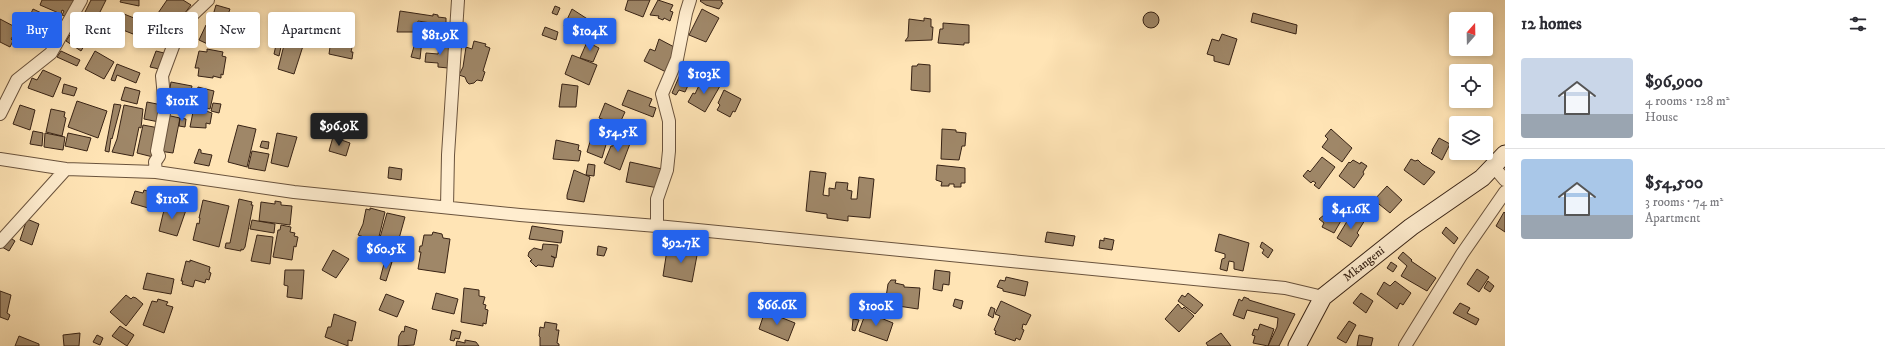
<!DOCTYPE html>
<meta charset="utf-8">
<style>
:root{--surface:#fff;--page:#f2f2f3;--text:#2b2b33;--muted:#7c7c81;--line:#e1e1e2;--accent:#2563eb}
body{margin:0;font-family:"IM FELL DW Pica",serif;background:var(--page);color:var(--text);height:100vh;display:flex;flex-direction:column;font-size:15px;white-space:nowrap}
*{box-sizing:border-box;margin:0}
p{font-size:13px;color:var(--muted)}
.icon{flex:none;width:22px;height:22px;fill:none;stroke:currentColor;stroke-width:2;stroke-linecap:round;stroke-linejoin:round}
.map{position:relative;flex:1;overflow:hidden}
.panel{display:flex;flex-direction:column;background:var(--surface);width:380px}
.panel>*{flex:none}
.guide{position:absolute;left:12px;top:12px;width:380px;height:36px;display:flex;gap:8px}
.needle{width:26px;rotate:20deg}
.fabs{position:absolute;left:1449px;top:12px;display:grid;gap:8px}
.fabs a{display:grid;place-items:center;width:44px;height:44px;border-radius:4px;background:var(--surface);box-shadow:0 2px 6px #0003;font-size:20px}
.price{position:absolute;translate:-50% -34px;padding:0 9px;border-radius:4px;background:var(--accent);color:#fff;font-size:13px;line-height:26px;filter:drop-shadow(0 1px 2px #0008)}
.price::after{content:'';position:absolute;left:50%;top:24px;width:12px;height:9px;margin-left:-6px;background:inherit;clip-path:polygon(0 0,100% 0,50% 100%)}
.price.on{background:#222;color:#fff}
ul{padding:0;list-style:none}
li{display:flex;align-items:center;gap:12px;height:100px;padding:0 16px}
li+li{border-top:1px solid var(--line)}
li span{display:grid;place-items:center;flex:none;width:112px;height:80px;border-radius:4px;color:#555}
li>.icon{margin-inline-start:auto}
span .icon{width:48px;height:48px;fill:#fffc;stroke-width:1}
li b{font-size:17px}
h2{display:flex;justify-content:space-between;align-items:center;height:48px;padding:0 16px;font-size:17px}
.pill{padding:0 14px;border-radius:4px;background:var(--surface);box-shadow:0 2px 6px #0003;font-size:14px;line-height:36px}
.pill.on{background:var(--accent);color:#fff}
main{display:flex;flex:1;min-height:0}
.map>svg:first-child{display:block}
.building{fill:#9f8768;stroke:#382315}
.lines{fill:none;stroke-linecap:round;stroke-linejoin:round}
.street-casing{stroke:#6a533d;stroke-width:14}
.secondary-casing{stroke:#382315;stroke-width:19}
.street{stroke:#ffedcf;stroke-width:12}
.secondary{stroke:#ffedcf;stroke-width:17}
.labels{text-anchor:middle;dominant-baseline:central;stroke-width:3.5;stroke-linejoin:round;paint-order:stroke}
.street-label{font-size:12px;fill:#382315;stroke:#ffedcf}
</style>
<main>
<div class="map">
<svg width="1505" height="346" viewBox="0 0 1505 346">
<rect width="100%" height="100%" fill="#ffe4b5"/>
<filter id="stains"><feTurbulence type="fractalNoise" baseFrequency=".005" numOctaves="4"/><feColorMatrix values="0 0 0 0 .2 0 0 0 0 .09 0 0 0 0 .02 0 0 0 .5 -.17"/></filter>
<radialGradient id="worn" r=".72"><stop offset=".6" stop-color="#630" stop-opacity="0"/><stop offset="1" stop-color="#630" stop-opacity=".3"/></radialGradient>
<!-- building -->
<path class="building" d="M42,0H73L76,1L69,18L62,15L64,11L62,10L61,14L40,5Z
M91,0H106L99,14L103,16L101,22L84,14Z
M121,0H139V6L120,2Z
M167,0H183L191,5L178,22L180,23L176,29L156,16Z
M628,0H650L643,17L625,10Z
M658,0L673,5L670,11L673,12L670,21L664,18L663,20L658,18L659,16L650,15Z
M701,0H722L721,2L723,3L719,9L706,5L700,1Z
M216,5L230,9L224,26L211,22Z
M555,6L560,8L557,15L552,13Z
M33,9L54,19L43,42L22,32Z
M572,9L589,20L581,35L564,26Z
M702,9L719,18L706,42L689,35Z
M400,11L433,16V14L438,15V17L446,18V34L441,33L440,36L430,35L431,23L418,21L416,32H397Z
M1143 20a8 8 0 1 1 16 0a8 8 0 1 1-16 0Z
M1253,13L1297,25L1296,34L1251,22Z
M124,14L139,20L133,34L118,28Z
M924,18L931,19V27H933L932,40L905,41L908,37L909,19L924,21Z
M0,19L19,29L16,35L14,34L11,39L13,41L10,47L0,42Z
M943,23L969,25V43H964V45L938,43L940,29H943Z
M144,25L155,29L148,47L137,43Z
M206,25L221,32L214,47L199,40Z
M75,27L90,36L81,51L66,41Z
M545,27L558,32L556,40L542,35Z
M332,33L350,38L349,42L353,43L351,52H353L352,59L329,54Z
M1222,34L1237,39L1229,65L1214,61V56L1207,54L1212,39L1219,41Z
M416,39L422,40L420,59L411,57Z
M659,39L676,48L666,72L644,61L650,49L655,51Z
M285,41L303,46L294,74L278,69Z
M474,41L486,44L485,46L490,48L483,71L485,72L482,81L477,80L474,83L469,84L467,82L465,77L459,75L463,67L466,47L472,49Z
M440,42L451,43L448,68L438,67V63L425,62L426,53L438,54Z
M587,42L599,48L593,62L580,58Z
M276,45L281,47L279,56L274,54Z
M207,49L223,52L222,56L226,57L223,75L221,74V78L213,76V78L198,76L199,68H195L199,51L207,52Z
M61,51L80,60L77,66L57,57Z
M95,51L114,62L104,79L85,69Z
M156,51L164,53L159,69L150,67Z
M572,55L597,65L589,85L565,74Z
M117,64L140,73L136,83L117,75L115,81L111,80Z
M918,64L930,65V92L911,90L912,66H917Z
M690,69L696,75L695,78L692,77L685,92L679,90L676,95L672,93L682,70L689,73Z
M43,70L61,78L53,97L28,88L32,78L37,80Z
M703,77L720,86L705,112L688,102L693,93L695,94Z
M171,82L192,86L188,106L178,104L177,108L167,106Z
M64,84L77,88L74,96L62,93Z
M562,84L578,86L576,107H559Z
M125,87L140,91L137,104L121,100Z
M198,87L214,91L210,109L194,105Z
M628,90L652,99L649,106L656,108L653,117L622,105Z
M724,90L741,99L735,112L733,111L730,117L717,110L720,105L718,103Z
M77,101L107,111L98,138L68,127Z
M147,102L162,105L159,122L144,119Z
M213,103L221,104L219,113L211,111Z
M605,103L625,112L619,125L599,118Z
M114,104L121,105L112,139L111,138L109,152L105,151Z
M20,105L35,110L30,130L13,124Z
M124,105L143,109L141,128L139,127L133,156L112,152L117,139Z
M194,107L212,113L210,124L206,123V128L190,127Z
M51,109L65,112L64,117L66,118L62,136L46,132Z
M166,115L180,118L173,153L159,151Z
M180,118L186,119L185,127L179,126Z
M143,125L159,128L153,157L137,153Z
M238,125L256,129L247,167L228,162Z
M594,128L608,132L606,137L608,138L602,158L587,152Z
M942,129L956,130V132L966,133L965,146H962L959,160L941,159Z
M1331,129L1352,148L1342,162L1322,147L1328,139L1325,136Z
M33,131L43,133L42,146L30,144Z
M45,133L65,137L63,150L44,147Z
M68,133L91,138L87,151L65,146Z
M277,133L297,137L288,167L271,163Z
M616,135L631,141L620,170L604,163L611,146H613Z
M333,137L350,143L346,156L329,151Z
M1439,138L1450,144L1442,160L1431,153L1433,151L1432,150Z
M556,140L579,145L578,150L581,151L579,161L553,159Z
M262,141L269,142L268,149L260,147Z
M199,149L201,150V153L212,155L209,166L194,163Z
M252,151L269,154L265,171L248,168Z
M1322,157L1335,167L1319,189L1314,185L1316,183L1313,181L1311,183L1303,176L1308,170L1310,172Z
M1411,159L1415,161L1418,160L1422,164L1435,172L1424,185L1404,170Z
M1353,160L1360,164L1361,162L1367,166L1363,172L1364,174L1354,188L1339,176L1349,162L1350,163Z
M630,162L662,169L658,188L626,182Z
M588,164L595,165L594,176L586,175Z
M937,165L965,168V183H961V187H954V184H949V186H941L942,182L936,180Z
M389,167L402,169L401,180L388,178Z
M574,170L590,177L584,202L567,199V195Z
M810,171L826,173L823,195L829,196V188L835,189L836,182L848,183L847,190L852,191L851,199H857L859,177L874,179L870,218L848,216V221L827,218V214L806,211Z
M1387,186L1402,200L1390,213L1374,200Z
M144,190L158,194L155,210L131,203L135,191L143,193Z
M239,199L252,202L251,205H253L245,247L243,250L241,249V251L225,248L226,243H230Z
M203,200L229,206L219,247L193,240L197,223L199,224L200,218H199Z
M275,201L281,202V205L292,206L290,225L259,221L261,202L275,204Z
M168,205L186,210L177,236L159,231L163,214L166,206Z
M370,208L385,212L377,245L369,242L370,239L358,235L363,224L366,209L370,210Z
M1504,212L1505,213V232L1496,226Z
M387,213L405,217L395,253H392L391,257L387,256L389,251L377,248Z
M1332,213L1342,219L1334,233L1322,227L1324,223L1319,219L1324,215L1329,218Z
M1352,213L1365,220L1357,233L1359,235L1351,247L1337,238Z
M27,219L39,224L32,245L20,240Z
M252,220L275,224L274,233L250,229Z
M281,225L291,227L290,232L295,233L294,236L298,237L296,247L294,246L292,260L273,257L278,230H280Z
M532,226L563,231L561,243L529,239Z
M1446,227L1458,238L1454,244L1442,233Z
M433,232L442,234L443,238L450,239L445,273L418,269L421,252H419L420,246H422L424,235H432Z
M1047,232L1075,236L1073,246L1045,242Z
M1219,234L1249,243L1243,271L1234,269V262L1229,261L1227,271L1220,269L1222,259L1225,258V254L1215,251Z
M257,235L273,237L270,264L251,261Z
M9,237L15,241L9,251L2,247Z
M1104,238L1114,240L1112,250L1099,248L1100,240L1104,241Z
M1262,242L1273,250L1268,258L1262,253L1264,250L1260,247Z
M543,244L558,245L556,258L551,256L555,258L553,267L538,265L536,267L530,261L532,260L528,256L529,252L534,248L542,250Z
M598,246L607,248L604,256L597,255Z
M679,246L698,250L692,282L663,276L667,250L678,253Z
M333,250L349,259L336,278L322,270Z
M1403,252L1412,260L1411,261L1436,278L1427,291L1401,276L1407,266L1398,258Z
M190,260L210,267L209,272L211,273L209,280L206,279L205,283L195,280L193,287L182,284L183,281H181L186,261L190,262Z
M385,260L392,262L386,281L380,279Z
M1391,262L1397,266L1393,272L1387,268Z
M1477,269L1489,277L1479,292L1467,284Z
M285,270H304L302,299L287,297L288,286L284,285Z
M935,270L950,272L949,285L943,284L942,291L933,289Z
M147,273L174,279L171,294L143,289Z
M1006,277L1028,282L1025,296L1003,291V289L997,287L1000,280L1005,281Z
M891,280H896L895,283L904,285V287L920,288L918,309L885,304L888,284Z
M1395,281L1411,293L1403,305L1400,303L1397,309L1377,294L1384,282L1390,286Z
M1488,281L1494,286L1490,292L1484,288Z
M464,288L479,290V296L485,297L483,304L486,305L485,309L488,310L486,324L483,323V326L461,322Z
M0,291L11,295L7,313L10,315L8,320L0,317Z
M436,293L458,299L454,314L432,309Z
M1188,293L1203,305L1195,314L1178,301L1182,295L1185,297Z
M1361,293L1373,301L1366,313L1353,303Z
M386,294L404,301L397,317L379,310Z
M126,295L131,299L133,297L136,298L143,304L126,326L110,312Z
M1244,297L1249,299V300L1295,314L1279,346H1268L1277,327L1278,318L1247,310L1244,319L1233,315L1239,299L1242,301Z
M158,299L168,302L166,305L173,307L164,333L143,325L152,301L157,302Z
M955,299L963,301L961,309L953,306Z
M864,300L876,305L873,315L861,313Z
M1001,301L1031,315L1026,325L1023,324L1022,329L1024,330L1020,340L1016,338L1015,341L995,334L996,331L994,330L1000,316L995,314Z
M1460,303L1470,308L1467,313L1479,319L1476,325L1453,313Z
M1178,304L1182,309L1184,307L1194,316L1179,332L1165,319Z
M991,307L995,309L993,318L988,315Z
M765,311L795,323L788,341L759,329Z
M866,312L893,323L887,341L859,331Z
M334,314L356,322L352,341L348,340V346L325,337L328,327H331Z
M853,319L859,320L855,331L852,330Z
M1349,321L1356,325L1346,343L1337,338Z
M545,322L557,324L556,330H559L557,343L559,344V346H540V337L539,336L540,327L544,328Z
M1260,324L1274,329L1268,346L1253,343L1255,336L1252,335L1254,329L1258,330Z
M120,326L134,335L127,346L112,336Z
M405,326L417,330L414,345L398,346L399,336L402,331L404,332Z
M452,330L461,332L459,339L455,338L454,341L450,340Z
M80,333L79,346H64L63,335Z
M1221,333L1231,346H1208L1206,343Z
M97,335L103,338L100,345L93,342Z
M1359,335L1373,338L1371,346H1357Z
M19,336L39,344V346H15Z
M465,340L476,342L479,346H456L457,341L465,343Z"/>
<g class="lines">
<!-- street casing -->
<g class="street-casing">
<path id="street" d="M0,114L17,80L51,53L81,0
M0,159L66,169L156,172L294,192L520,215L657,226L1285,288L1323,297
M1494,167L1505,180
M156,172L155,162L159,156L157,151L165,108L162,76L175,41L187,20L208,0
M447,207L448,155L458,0
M657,226V199L667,170L669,151V121L662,94L677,59L686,13L690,0
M0,242L66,169
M1405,346L1462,254L1505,192"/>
</g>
<!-- secondary casing -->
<g class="secondary-casing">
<path id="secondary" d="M1297,346L1323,297L1411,227L1482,178L1505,154"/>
</g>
<!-- street -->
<use href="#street" class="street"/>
<!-- secondary -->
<use href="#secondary" class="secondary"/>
</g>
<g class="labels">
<!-- street labels -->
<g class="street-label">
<text transform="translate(1364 264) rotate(-38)">Mkangeni</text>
</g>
</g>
<rect width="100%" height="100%" filter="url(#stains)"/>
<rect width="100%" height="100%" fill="url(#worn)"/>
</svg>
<div class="fabs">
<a><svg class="needle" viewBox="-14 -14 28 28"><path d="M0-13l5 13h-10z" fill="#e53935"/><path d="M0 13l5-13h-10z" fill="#7c7c81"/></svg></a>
<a><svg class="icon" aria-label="locate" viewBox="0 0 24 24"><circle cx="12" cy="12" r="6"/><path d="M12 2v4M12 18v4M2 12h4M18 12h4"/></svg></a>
<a><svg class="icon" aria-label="layers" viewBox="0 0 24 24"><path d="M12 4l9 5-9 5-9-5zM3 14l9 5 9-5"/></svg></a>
</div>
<b class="price" style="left:590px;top:52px">$104K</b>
<b class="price" style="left:440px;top:56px">$81.9K</b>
<b class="price" style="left:704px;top:95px">$103K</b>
<b class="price" style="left:182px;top:122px">$101K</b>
<b class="price on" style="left:339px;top:147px">$96.9K</b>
<b class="price" style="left:618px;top:153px">$54.5K</b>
<b class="price" style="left:172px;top:220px">$110K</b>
<b class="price" style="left:1351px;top:230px">$41.6K</b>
<b class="price" style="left:681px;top:264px">$92.7K</b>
<b class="price" style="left:386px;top:270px">$60.5K</b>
<b class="price" style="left:777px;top:326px">$66.6K</b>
<b class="price" style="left:876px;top:327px">$100K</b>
<div class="guide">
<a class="pill on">Buy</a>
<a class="pill">Rent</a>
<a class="pill">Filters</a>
<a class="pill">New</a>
<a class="pill">Apartment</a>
</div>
</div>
<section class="panel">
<h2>12 homes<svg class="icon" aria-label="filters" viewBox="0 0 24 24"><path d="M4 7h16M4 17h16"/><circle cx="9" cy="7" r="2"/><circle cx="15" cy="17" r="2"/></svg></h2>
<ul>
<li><span style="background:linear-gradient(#c9d6e8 70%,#9aa5b1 0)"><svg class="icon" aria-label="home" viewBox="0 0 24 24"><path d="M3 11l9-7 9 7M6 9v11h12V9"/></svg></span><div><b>$96,900</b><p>4 rooms · 128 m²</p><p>House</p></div></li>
<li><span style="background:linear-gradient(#a9c7e8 70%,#9aa5b1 0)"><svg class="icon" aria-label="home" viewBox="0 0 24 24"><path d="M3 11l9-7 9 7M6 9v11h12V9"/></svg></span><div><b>$54,500</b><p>3 rooms · 74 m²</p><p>Apartment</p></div></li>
</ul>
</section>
</main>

※ ※ ※

■ **What you should do**
Each line above that carries the string "lines" has to be returned.

■ **Written answer**
.lines{fill:none;stroke-linecap:round;stroke-linejoin:round}
<g class="lines">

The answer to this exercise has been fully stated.